The Ban List: 7 Ingredients to Avoid in Personal-Care Products

Knowing the most important ingredients to avoid in personal-care products can help you make healthy, informed decisions next time you’re browsing the aisles.


| July/August 2012



Ingredients To Avoid

Know which chemicals are most important to avoid when shopping for personal-care products.
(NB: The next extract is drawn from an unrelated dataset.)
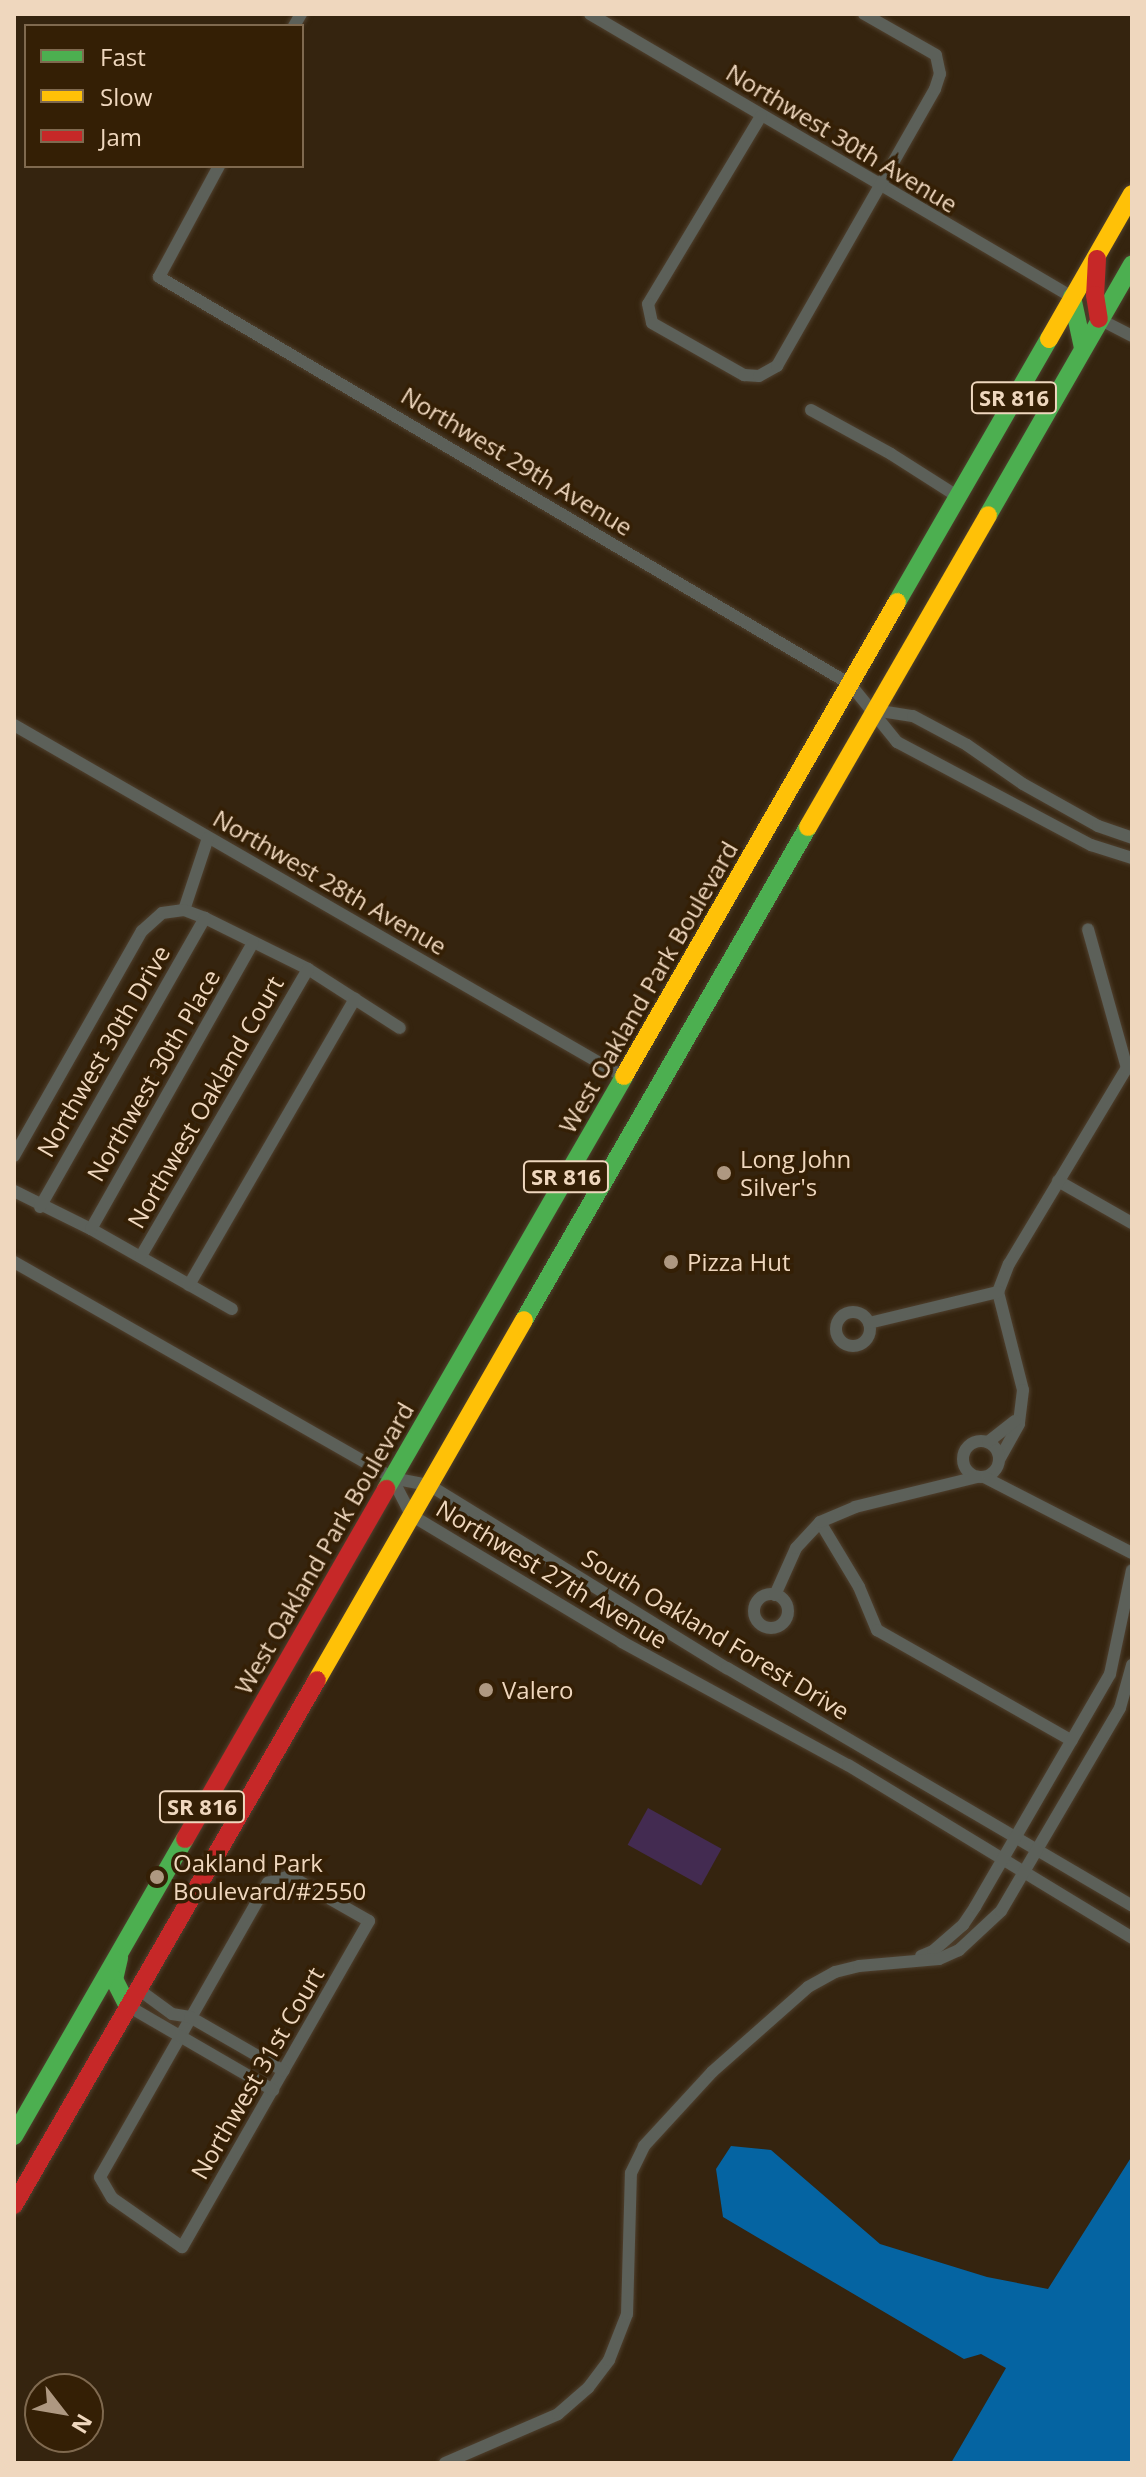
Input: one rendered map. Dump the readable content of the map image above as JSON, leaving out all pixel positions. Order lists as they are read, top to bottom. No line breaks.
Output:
{"streets":{"main road":["SR 816","West Oakland Park Boulevard"],"street":["Northwest 30th Avenue","Northwest 29th Avenue","Northwest 28th Avenue","Northwest 30th Drive","Northwest 30th Place","Northwest Oakland Court","Northwest 27th Avenue","South Oakland Forest Drive","Northwest 31st Court"]},"crossings":[["Northwest 30th Avenue","West Oakland Park Boulevard"],["SR 816","Northwest 29th Avenue"],["SR 816","Northwest 27th Avenue"],["SR 816","South Oakland Forest Drive"],["Northwest 29th Avenue","West Oakland Park Boulevard"],["Northwest 28th Avenue","West Oakland Park Boulevard"],["West Oakland Park Boulevard","Northwest 27th Avenue"],["West Oakland Park Boulevard","South Oakland Forest Drive"],["Northwest 27th Avenue","South Oakland Forest Drive"]],"places":["Long John Silver's","Pizza Hut","Valero","Oakland Park Boulevard/#2550"],"legend":["Fast","Slow","Jam"],"north":"bottom right"}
Browsing the aisles for healthy personal-care products can be daunting. Knowing which chemicals are most important to avoid can help you make healthy, informed decisions. Here are our top picks of ingredients to avoid and why.

1. Synthetic Preservatives

Synthetic preservatives such as parabens and formaldehyde are used to prevent microbial growth in liquidy personal-care products such as shampoos, conditioners, moisturizers, and face and body washes. While they increase shelf life, these synthetic preservatives can trigger skin allergies, irritation and more serious health effects.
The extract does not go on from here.